Bringing Collections Together
Updated: Apr 12
When Katarzyna Anna Kapitan and I set about curating a virtual exhibition that would span two museum collections, our challenge was to find a shared approach, a vantage point, or series of questions that could be used to make sense of two museum collections. What's more, Katarzyna specialises in manuscript studies and textual criticism, with a heavy emphasis on saga manuscripts copied after the end of Middle Ages. My own work, which at the time centred on the role of the Middle Ages in planetary place-making, was -- quite literally -- worlds apart. Sure, both of our works examined aspects of the reception of the Scandinavian Middle Ages, but across wildly different periods and geographies. How could we make an exhibition together? How could we bridge the divide between academic research and interpretation in a museums context? And what kind of story could we convey to an interested public?
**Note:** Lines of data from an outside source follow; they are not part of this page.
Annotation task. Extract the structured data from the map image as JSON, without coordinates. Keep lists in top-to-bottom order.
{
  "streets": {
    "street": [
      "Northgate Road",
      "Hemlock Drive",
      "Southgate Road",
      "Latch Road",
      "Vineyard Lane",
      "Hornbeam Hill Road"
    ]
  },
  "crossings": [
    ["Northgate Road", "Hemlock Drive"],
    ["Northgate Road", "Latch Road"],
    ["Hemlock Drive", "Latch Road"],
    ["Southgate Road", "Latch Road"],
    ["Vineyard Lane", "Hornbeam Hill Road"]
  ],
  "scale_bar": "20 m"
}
Our solution was Writing Histories and Writing Futures, which we conceptualised as the paired wings of a single exhibition. Writing Histories would examine the awakening of scholarly interest in Old Norse literature, and its early use in writing the histories of the Scandinavian nations. Writing Futures would examine the use of the same cultural artefacts in imagining the future of the human presence in space. These two wings focalise the same central objects -- nineteenth-century artworks, antiquarian books, Viking-Age and medieval artefacts -- and, at the simplest level, examine how they have been used by people to think about their national identities, and to present themselves as they would like to be seen.
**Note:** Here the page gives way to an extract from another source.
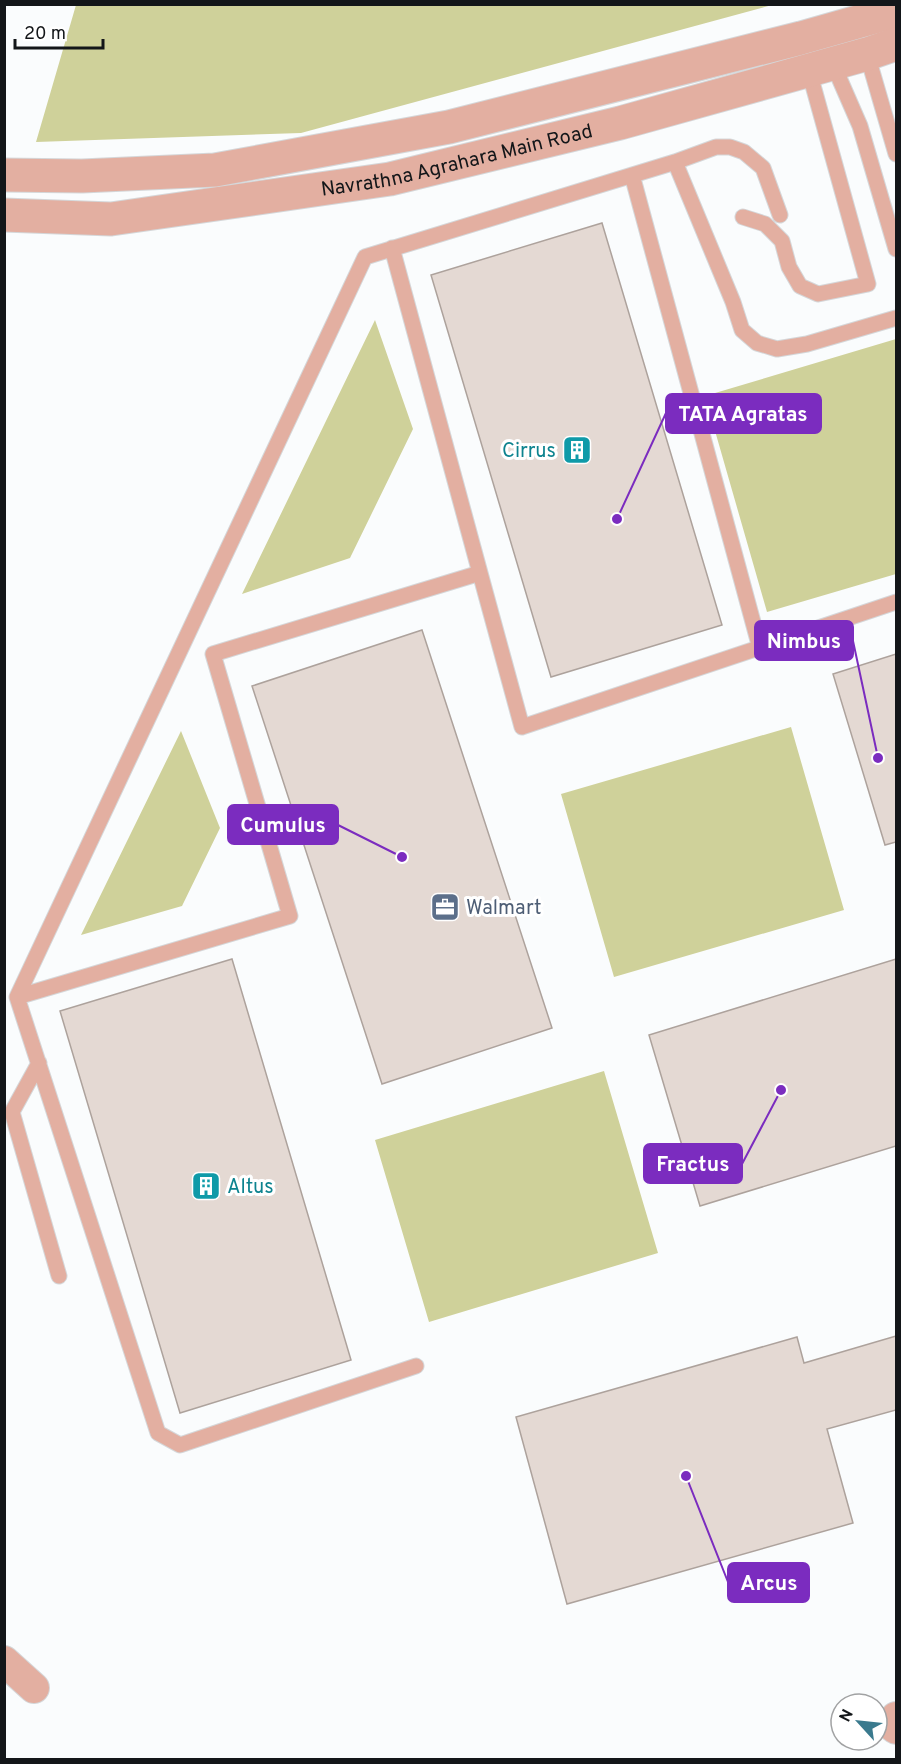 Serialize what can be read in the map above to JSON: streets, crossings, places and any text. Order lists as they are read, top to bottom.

As an introduction to these paired galleries, we decided to curate a series of paired objects that would, through a little storytelling, introduce the reception of the Scandinavian Middle Ages to an interested public. Paired Objects comprises six object pairings, bringing together an item from The Museum of National History at Frederiksborg Castle, Denmark, and an item from the National Museum of Iceland. Rather than present pairings based straightforwardly on the objects' provenance, or lines of direct influence, we aimed to combine items more creatively, the better to tell stories about Viking and medieval traditions and the modern artistic movements (in the visual arts, poetry, costume, and politics) they inspired.
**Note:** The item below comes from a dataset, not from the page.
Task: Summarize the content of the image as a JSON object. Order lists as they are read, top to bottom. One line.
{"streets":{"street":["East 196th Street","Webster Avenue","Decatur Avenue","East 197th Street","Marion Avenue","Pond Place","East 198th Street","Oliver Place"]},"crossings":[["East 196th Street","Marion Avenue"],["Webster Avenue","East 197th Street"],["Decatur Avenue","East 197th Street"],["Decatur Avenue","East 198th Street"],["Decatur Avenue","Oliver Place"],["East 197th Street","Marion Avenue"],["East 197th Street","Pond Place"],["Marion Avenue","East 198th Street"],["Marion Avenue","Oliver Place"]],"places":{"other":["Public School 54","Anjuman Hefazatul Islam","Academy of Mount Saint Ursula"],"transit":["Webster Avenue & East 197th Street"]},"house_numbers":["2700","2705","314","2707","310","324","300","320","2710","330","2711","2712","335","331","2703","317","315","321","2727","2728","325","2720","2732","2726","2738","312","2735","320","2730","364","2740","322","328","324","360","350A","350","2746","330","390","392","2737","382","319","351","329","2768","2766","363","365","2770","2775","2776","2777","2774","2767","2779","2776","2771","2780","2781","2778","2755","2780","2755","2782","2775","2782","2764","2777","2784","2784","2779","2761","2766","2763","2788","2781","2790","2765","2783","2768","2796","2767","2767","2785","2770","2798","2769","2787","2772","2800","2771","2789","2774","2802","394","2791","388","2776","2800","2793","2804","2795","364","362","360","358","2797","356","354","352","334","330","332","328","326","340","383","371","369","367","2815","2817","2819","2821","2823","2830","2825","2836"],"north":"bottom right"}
Lorenz Frølich's Creation of Sjælland (1880-1881), Det Nationalhistoriske Museum, Frederiksborg Slot
For example, we pair Lorenz Frølich's ceiling painting at Frederiksborg Castle depicting the Creation of Sjælland (1880-1881), with a medieval plough from the Álftanes peninsula in Iceland. This pairing enables us to tell a story about settlement traditions in medieval Iceland, and the relationship between landscape and story. In pairing Niels Anker Lund's Holmgangen på Samsø (1872), and a Viking-Age sword from Kaldárhöfði in Iceland, we tell a story about weapons and their burial contexts. These object pairings enable us to bridge two important and complementary collections, while introducing themes in research and collections that are developed in the more focussed exhibitions that follow.